Slash-based naming. Button/Primary/Default instead of Frame 142. The MCP reads layer names. Better names produce better code. Variants for interactive states (Default, Hover, Pressed, Disabled). 4px spacing system so spacing is consistent and granular. Icons as components with consistent 24x24 bounding boxes so they’re swappable in code.

The result

I re-ran Claude Code on the reorganized file.

One shot.

The component tree came out mapped 1:1 to React components. Tailwind classes flowed from the variables I’d defined. Semantic HTML came out of the box: <section>, <article>, <button>. The page was responsive in a way the original output wasn’t, because Auto Layout in Figma had translated cleanly to Flexbox in code. The whole thing fell out the way the demo videos always promise it will.

The “before” build had been a week of fighting the output. The “after” build was a few hours from re-run to merged PR.

The model had not changed. The MCP had not changed. The prompt had not changed. The Figma had changed. That was the whole delta.

The deeper lesson

The takeaway is upstream of any specific tool.

MCPs are bridges, not interpreters. They expose structure to the model. They don’t invent it.

LLMs reflect the shape of their input. If you hand a model a structured tree, you get structured code. If you hand it a flat tree with naming like Frame 142, you get whatever the model can guess, dressed up to look like code.

Stronger models produce more confident garbage when the input is unstructured.
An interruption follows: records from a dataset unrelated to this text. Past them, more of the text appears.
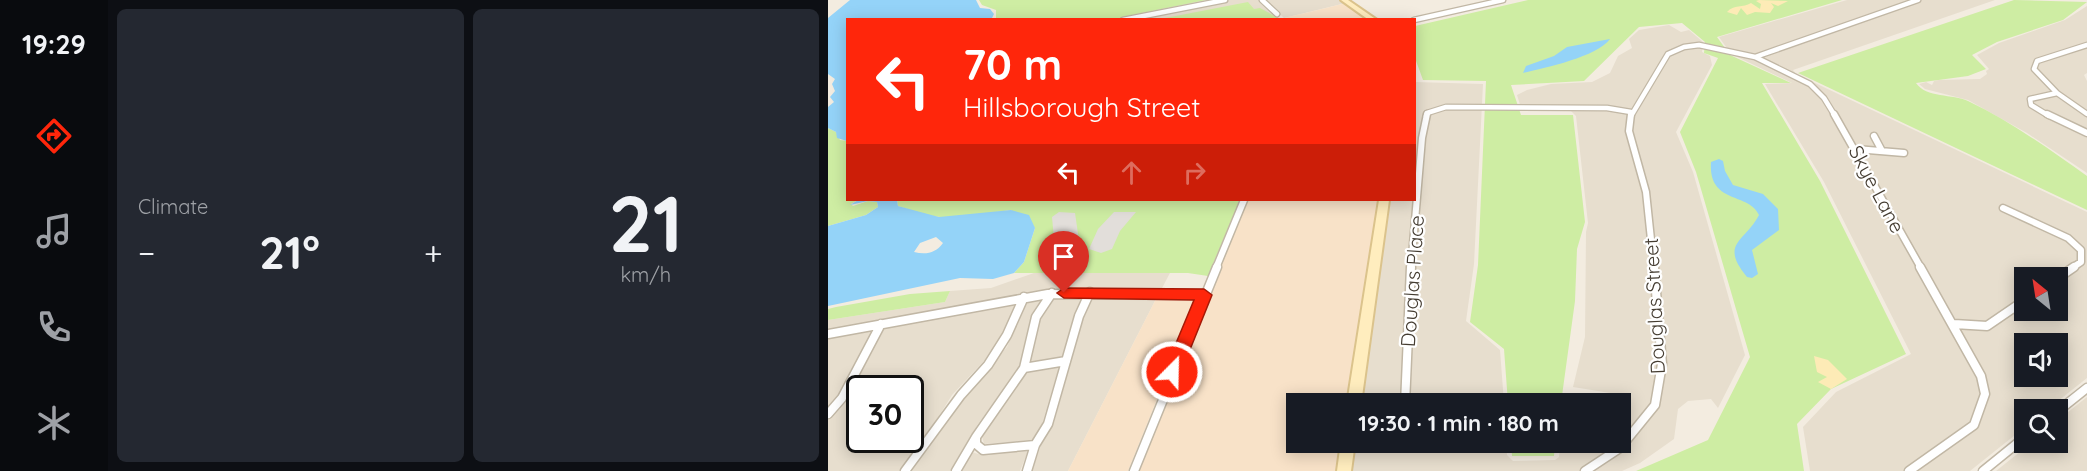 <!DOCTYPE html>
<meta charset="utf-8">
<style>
body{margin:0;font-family:Quicksand,sans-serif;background:#242831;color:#f1f3f6;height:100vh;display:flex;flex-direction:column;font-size:22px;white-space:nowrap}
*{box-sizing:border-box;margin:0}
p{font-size:20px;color:#9ea1a6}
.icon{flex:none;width:33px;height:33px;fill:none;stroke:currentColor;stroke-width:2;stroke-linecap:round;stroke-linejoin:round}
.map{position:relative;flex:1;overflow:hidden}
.drawer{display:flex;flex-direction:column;gap:9px;padding:9px;background:#0d0f14;width:720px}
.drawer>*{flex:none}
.banner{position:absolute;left:18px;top:18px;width:570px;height:183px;border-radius:0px;box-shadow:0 3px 15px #0003;background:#ff260b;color:#fff;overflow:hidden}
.needle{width:39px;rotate:330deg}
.fabs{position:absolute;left:1186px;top:267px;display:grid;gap:12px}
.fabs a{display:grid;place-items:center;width:54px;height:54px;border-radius:0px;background:#171b24;box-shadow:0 3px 15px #0003;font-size:30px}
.speed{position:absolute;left:18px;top:375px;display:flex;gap:12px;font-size:30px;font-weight:700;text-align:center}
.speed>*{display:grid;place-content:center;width:78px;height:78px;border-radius:50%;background:#171b24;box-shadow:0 3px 15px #0003;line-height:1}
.speed .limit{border:3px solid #111;border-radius:9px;background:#fff;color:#111}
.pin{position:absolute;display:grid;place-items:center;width:51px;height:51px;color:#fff;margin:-62px -26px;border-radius:50% 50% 50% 0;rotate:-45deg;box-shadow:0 0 6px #0007}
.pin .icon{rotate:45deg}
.me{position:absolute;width:66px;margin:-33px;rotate:23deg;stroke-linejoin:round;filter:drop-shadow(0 0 4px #0008)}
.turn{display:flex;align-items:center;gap:21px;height:126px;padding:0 18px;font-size:27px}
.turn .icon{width:78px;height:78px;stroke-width:2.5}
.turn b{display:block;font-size:42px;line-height:51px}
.lanes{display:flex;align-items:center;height:57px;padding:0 18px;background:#0003;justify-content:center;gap:30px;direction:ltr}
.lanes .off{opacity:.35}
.big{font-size:45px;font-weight:700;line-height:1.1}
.drawer .tile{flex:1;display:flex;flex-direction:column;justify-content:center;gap:9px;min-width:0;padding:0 21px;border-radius:9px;background:#242831}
.drawer .dial{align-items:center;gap:0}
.dial b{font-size:78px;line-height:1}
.heat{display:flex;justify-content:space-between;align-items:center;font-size:33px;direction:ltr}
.drawer .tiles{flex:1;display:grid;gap:9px;grid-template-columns:repeat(2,1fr)}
.trip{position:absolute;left:458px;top:393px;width:345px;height:60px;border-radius:0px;background:#171b24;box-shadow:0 3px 15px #0003;font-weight:700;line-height:60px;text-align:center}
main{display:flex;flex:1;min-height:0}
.tabs{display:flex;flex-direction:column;width:108px;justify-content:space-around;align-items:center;background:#090b0e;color:#9ea1a6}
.tabs .icon{width:42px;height:42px}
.tabs .on{color:#ff260b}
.tabs b{font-size:27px;color:#f1f3f6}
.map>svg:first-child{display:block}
.residential{fill:#e7dece;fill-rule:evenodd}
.commercial{fill:#f8e2c8}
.green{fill:#ceeda3}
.sand{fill:#fdebb6}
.parking{fill:#e2deda}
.water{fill:#94d3f8;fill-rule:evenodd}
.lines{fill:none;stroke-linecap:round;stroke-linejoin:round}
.minor-far2-casing{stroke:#c1b7a5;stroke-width:7}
.minor-far1-casing{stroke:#c1b7a5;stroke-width:9}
.minor-casing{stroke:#c1b7a5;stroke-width:11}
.secondary-casing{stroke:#dbc38c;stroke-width:4}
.minor-far2{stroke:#fff;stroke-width:4.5}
.minor-far1{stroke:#fff;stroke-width:6}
.minor{stroke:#fff;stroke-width:8}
.secondary{fill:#ffedbe;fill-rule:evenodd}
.route{fill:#ff260b;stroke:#a61907;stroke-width:1.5}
.labels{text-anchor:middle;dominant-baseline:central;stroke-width:4.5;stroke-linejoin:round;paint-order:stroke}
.street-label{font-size:20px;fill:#443c31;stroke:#fff}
</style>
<main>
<nav class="tabs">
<b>19:29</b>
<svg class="icon on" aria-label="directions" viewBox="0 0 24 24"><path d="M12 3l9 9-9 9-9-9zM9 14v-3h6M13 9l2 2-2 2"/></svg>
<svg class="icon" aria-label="music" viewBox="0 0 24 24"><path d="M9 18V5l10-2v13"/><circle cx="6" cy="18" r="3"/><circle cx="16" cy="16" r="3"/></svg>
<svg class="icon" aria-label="phone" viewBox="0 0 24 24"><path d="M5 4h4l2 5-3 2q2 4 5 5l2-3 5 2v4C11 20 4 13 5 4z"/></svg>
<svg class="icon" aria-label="climate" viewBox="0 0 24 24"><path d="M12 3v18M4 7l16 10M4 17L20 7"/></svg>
</nav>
<section class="drawer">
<div class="tiles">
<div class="tile"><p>Climate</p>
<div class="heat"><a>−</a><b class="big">21°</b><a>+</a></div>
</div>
<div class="tile dial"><b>21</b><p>km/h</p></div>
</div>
</section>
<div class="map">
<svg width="1259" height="471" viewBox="0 0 1259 471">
<rect width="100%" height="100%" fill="#f3ece0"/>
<path class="residential" d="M378,0H431L450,18L432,9L372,19L304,20L299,16Z
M437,0H513L518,3L456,18Z
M1019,0H1167L965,70L968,74L1259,212V378L1220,409L1197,410V427L1142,471H982L975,427L1008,392L1083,354L996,182L937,84L964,83L903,54L891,37ZM1197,278H1230V310H1197ZM1197,344H1230V376H1197Z
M1259,6V73L1256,75L1259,81V173L1199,133L1140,100L1097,89L1091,84L1098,82L1104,85L1106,81L1111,80L1152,79L1159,74L1158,71L1161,69L1149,55L1171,43L1237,20Z
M841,25L853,32L861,30L875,42L874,52L882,56L884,65L848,132L865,172L917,355L890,408L883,399L860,401L850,409L846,439L812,463L794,471H522L526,443H678L679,455L685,461L727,460L731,457L732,444L735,443L792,442V405L801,396L745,387L757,337L758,232L760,223L748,116L743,111H694L689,95L699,90L723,84L764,82L782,73L790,56L804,48L801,39L811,30Z
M587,82L655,84L646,264L638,321L672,350L676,403L532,404L560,200H586Z
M343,271L333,290H222L0,331V320L117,302L122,291L163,288L206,273Z
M256,296L246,316L234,358L202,363L213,317L227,297Z
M265,296L329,297L240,471H204L213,445L226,423L255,316Z
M217,298L203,319L191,368L150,424L122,471H0V420L20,397L57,327L189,302L170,346L124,395L101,432L111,433L134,396L179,347L199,300ZM32,388H82V440H32Z
M46,329L9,398L0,408V337Z
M231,367L214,424L204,440L156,444L154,436L199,372Z
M1259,397V471H1168L1203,443L1230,442V420Z
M200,451L192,471H134L144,452L153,455Z"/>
<path class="commercial" d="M518,3L544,19L456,18L494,9Z
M420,200H552L521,403L468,404V442L515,443L510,471H311L322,438Z
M329,297L370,298L300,471H240Z"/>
<path class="green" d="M151,0H378L299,16L304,20L165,19L168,18V10L154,5Z
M700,0H1014L889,37L902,55L963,83H934L992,181L1078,354L1003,389L969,424L976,471H808L880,440L922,357L868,172L852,132L890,58L876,53L877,42L854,23L811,27L756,81L683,85L693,115H745L757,222L749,249L747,301L733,403H680L676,349L642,322L650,265L658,81L595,80L587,58V26Z
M1186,0L1259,2L1235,20L1169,42L1144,55L1158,69L1140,76L1088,83C1098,98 1125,94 1140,101C1182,121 1221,149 1259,176V210L970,73Z
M420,2L426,9L432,8L452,19H332Z
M0,128L8,132L12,140L19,141L20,200H30L23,204L25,206L40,201L49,202L50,207L38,215L0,226Z
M69,200H412L380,276L360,273H186L196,262L207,228L183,210L124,218L101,216L70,206Z
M122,291L117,302L0,320V309L8,307L82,294Z
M683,443H727L726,456H684Z"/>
<path class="sand" d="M931,0L960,1L950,6L943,3L946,7L942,13L927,12L919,15L913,8L909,15L899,12C906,4 915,8 923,3L932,9L933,4L928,1Z
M986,356L1000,360L1019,379L1003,389L990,382L999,377L989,372Z"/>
<path class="parking" d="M231,212L247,213L253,254L228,261L224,217Z
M286,212H308L292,231L284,249L273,253L261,249L270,229Z"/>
<path class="water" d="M22,0H148L152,8L162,9L166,14L163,20H20L19,141L9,138L8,132L0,128V107L6,102L2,97L7,91L4,84L7,79L0,74V18Z
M782,39C769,57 716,68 695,73L698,66L726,56L739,47Z
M891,159L895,161L897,171L905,185L935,194L950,209L951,230L924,250L930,274L924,278L919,277C891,243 917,242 931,215C921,192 880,205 883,162Z
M30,200H69L70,206L111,217L183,210L201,215L207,228L196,262L186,273L165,279L132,278L0,306V226L38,215L50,207L49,202L40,201L22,205ZM108,237L115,243C108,253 98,255 86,252L92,243Z"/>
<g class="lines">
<g class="minor-far2-casing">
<path id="minor-far2" d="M434,0L449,14
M295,20L397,0
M586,20L675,0
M1259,45L1209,61L1206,69L1229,93L1259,114
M927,57L1090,0
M598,116L599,113L618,107L779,108L803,112
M803,116L840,54L856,47L871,45L927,57L982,84L996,98L1007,116
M1221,116L1203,105L1202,99L1229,93"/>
</g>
<g class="minor-far1-casing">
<path id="minor-far1" d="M803,114L801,131L818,192L826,268
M1006,114L1093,268
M1219,114L1259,133
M1046,136L1054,151
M1028,149L1076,153
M1175,208L1240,238L1253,250V262L1244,268
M388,268L416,200
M583,268L594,138L599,114"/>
</g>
<g class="minor-casing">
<path id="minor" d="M1230,278L1246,267
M1126,324L1159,326L1197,300
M0,334L220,294L376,295
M196,368L238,361
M577,404L583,267
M1230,411L1259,388
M0,414L14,398L53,324
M207,445L155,450L148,444V437L196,368L208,317L224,293
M77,471L133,395L160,365L179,335L196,297
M128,471L148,437
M199,471L207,445L220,424L251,316L262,292
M306,471L389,267
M757,471L792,448L827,405L834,364L826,267
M1081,471L1146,425L1157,394L1153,376L1092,267
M1155,471L1197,437"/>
</g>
<g class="secondary-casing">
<path id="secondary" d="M513,0H520L549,20H541Z
M551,200H561L533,404H519Z
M513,442H527L523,471H509Z"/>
</g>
<use href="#minor-far2" class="minor-far2"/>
<use href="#minor-far1" class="minor-far1"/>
<use href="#minor" class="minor"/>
<use href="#secondary" class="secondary"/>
</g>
<path class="route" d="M236,288L376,289L384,295L353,372L350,377H338L336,372L366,300L236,298L229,293Z"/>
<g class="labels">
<g class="street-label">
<text transform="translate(1049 189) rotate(62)">Skye Lane</text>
<text transform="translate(584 281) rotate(-86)">Douglas Place</text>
<text transform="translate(826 306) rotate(-93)">Douglas Street</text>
</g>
</g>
</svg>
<div class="fabs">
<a><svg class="needle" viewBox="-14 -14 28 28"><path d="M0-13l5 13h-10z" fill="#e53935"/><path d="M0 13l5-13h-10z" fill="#9ea1a6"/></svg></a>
<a><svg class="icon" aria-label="sound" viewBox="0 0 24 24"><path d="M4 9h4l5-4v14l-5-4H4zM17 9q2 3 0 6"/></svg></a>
<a><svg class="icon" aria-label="search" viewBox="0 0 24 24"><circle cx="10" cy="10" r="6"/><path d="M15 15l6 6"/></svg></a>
</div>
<div class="speed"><div class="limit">30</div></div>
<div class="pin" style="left:236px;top:293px;background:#d93025"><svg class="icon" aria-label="arrive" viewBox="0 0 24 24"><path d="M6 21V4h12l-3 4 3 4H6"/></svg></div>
<svg class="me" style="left:344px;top:372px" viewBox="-20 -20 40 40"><circle r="17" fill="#ff260b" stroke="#fff" stroke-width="3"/><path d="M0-11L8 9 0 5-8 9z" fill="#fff"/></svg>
<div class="trip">19:30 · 1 min · 180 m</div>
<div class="banner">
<div class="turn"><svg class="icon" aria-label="left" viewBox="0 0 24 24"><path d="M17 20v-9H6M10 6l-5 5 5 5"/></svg><div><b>70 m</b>Hillsborough Street</div></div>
<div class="lanes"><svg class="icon" aria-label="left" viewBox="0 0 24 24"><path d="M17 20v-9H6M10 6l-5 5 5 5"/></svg><svg class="icon off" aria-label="ahead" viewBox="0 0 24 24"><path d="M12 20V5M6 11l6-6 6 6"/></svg><svg class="icon off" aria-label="right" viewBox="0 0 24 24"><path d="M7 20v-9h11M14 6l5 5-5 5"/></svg></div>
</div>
</div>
</main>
The instinct that “a smarter model will figure it out” is the instinct that wasted my week. Smarter models do not figure it out. They produce output that looks more like figuring it out, which is worse than visibly bad output. GPT-5.5’s screenshot-as-a-website was the most dangerous thing I produced, because I almost shipped it.

The leverage point is upstream. A Figma with components, tokens, and hierarchy makes any modern model good at this task. A Figma without those makes every model bad at it. The model variance you observe across providers, on a bad Figma, is just stylistic noise inside the same failure.
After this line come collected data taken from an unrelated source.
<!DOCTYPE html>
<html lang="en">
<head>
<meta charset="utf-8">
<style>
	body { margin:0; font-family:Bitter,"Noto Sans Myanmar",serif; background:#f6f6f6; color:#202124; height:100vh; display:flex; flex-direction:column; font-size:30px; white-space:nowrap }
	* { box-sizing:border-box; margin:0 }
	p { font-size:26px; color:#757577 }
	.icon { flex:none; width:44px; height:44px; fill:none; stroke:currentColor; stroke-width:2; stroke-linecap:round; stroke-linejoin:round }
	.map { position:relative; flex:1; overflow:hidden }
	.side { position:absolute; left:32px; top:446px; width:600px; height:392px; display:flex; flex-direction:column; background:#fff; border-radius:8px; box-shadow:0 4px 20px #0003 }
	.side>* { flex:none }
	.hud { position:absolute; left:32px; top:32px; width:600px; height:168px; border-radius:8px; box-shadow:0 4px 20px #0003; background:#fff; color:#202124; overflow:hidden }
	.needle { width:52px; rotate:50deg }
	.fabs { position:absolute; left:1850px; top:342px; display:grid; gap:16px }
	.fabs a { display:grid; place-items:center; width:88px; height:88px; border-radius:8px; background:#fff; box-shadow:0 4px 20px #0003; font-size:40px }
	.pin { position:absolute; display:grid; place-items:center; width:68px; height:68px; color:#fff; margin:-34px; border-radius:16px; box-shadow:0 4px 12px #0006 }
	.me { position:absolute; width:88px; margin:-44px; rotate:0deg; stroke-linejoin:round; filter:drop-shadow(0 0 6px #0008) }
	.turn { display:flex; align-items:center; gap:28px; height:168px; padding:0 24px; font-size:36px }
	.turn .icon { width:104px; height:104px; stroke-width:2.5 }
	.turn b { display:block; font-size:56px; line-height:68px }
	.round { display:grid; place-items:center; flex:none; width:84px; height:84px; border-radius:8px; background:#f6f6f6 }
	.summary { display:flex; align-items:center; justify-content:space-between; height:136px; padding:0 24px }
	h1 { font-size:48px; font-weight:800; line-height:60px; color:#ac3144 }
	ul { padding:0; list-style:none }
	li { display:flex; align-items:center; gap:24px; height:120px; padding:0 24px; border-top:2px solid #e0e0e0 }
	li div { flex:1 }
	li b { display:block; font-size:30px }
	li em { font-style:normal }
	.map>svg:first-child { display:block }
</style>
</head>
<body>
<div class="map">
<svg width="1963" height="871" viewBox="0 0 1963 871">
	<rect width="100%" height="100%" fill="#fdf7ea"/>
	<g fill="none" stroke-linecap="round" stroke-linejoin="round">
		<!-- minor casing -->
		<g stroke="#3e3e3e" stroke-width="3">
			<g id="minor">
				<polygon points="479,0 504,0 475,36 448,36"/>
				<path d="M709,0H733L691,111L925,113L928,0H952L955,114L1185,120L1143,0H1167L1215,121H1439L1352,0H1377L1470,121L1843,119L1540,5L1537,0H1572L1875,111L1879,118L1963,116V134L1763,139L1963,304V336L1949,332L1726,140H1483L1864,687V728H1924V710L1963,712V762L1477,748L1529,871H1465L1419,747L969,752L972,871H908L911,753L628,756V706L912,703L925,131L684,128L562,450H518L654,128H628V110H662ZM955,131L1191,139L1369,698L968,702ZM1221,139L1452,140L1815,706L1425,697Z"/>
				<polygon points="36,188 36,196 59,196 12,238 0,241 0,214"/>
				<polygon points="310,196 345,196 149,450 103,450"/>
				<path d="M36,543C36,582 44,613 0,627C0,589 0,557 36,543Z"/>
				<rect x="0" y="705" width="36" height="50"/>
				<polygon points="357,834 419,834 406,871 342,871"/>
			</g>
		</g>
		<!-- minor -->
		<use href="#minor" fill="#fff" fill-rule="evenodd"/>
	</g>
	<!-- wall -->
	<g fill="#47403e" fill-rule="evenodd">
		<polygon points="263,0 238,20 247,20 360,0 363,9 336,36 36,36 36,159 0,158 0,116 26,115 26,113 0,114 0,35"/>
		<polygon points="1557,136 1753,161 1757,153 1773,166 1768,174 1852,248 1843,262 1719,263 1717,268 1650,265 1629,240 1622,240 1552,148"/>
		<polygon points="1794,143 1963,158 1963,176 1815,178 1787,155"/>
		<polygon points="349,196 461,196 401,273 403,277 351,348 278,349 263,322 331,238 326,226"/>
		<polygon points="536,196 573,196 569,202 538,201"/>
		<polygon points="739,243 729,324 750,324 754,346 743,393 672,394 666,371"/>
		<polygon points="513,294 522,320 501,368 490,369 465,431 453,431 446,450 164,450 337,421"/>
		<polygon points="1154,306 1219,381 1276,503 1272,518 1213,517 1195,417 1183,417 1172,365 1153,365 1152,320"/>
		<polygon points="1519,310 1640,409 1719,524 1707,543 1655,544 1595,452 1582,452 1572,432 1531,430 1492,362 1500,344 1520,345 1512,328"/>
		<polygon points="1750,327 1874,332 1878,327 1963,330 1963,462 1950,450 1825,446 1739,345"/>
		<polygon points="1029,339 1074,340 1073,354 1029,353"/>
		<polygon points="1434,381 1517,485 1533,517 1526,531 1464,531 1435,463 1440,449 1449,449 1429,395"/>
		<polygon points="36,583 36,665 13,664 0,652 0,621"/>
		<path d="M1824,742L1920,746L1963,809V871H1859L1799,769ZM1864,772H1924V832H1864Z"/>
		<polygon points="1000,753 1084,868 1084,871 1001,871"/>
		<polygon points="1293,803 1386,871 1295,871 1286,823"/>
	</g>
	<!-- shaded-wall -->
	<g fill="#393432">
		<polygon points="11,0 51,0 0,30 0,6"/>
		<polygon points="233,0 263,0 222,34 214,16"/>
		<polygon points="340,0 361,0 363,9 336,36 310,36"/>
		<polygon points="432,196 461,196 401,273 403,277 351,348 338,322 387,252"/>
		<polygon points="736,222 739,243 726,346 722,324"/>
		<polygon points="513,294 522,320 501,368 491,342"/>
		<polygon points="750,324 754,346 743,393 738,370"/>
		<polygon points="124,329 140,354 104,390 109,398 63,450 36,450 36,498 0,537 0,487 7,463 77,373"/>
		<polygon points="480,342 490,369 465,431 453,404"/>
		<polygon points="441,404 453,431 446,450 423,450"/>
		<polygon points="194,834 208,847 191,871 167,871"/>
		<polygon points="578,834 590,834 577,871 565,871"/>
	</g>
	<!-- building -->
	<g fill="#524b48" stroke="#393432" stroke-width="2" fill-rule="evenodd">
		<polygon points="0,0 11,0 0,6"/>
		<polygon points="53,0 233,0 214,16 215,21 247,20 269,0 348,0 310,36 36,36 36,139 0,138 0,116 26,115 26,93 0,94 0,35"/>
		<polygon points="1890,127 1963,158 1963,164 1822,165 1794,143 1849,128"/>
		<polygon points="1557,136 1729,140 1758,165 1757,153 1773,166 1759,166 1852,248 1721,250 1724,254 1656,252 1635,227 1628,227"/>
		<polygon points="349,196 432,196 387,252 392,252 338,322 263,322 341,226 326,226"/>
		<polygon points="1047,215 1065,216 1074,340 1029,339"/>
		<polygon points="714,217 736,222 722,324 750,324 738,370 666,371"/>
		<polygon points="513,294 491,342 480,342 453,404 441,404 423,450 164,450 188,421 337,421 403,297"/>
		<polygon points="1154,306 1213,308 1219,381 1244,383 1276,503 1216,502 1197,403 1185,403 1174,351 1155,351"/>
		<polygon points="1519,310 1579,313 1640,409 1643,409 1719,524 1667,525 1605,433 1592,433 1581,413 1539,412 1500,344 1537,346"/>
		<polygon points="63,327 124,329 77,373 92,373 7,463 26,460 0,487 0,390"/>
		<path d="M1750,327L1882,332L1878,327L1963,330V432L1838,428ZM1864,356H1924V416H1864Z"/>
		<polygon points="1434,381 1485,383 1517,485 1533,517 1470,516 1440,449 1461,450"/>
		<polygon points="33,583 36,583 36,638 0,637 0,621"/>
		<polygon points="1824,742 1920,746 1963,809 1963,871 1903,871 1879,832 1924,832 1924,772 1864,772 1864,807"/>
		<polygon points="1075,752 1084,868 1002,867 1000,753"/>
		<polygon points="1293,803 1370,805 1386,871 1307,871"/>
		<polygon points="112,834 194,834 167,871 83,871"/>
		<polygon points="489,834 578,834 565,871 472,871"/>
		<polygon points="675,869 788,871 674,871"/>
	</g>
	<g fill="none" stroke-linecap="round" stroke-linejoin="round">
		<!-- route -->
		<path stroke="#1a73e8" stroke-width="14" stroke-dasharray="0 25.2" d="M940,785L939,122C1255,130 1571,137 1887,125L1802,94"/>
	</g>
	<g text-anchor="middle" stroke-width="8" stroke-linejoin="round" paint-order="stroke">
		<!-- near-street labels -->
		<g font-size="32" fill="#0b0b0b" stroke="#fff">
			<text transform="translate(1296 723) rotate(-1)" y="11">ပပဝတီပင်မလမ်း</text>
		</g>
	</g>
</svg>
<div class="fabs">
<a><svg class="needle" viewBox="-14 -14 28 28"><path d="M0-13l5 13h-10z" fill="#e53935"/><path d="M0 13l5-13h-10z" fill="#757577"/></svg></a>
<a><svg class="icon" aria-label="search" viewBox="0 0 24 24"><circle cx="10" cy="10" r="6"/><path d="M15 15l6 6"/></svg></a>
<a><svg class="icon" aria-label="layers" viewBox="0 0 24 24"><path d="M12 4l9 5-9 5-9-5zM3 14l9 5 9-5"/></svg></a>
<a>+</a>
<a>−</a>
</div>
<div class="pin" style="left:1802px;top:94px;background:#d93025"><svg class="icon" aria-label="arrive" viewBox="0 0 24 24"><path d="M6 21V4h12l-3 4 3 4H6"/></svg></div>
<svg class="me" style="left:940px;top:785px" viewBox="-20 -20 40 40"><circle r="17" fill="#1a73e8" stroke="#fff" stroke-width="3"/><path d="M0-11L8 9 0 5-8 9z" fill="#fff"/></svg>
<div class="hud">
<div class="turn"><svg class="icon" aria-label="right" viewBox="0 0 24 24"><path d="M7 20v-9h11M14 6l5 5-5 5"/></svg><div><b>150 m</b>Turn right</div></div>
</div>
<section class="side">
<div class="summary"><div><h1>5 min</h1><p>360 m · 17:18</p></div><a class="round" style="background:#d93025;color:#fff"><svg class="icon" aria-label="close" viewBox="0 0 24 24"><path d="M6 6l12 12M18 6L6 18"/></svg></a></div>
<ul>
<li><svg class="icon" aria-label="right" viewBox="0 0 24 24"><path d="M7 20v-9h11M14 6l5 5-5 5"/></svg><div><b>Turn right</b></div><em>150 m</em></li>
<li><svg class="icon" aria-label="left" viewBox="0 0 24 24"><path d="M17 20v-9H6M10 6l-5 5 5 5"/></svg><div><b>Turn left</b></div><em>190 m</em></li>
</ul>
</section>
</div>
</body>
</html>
This is what I now mean when I say “context engineering”: the Figma file is the context window. The MCP just reads it aloud. Tuning the prompt is tuning the volume; tuning the Figma is tuning the signal.

Stop tuning the model

Designers and engineers used to argue about handoff quality and resolve it in PRs. Both sides could absorb a messy handoff because there was a human between the design and the code.

There isn’t a human there anymore. The handoff goes directly into a model. Handoff quality became implementation quality, with no room to recover.

When the AI hands you garbage, audit the input before you audit the model.

A messy Figma is a bad prompt. A clean Figma is most of the work.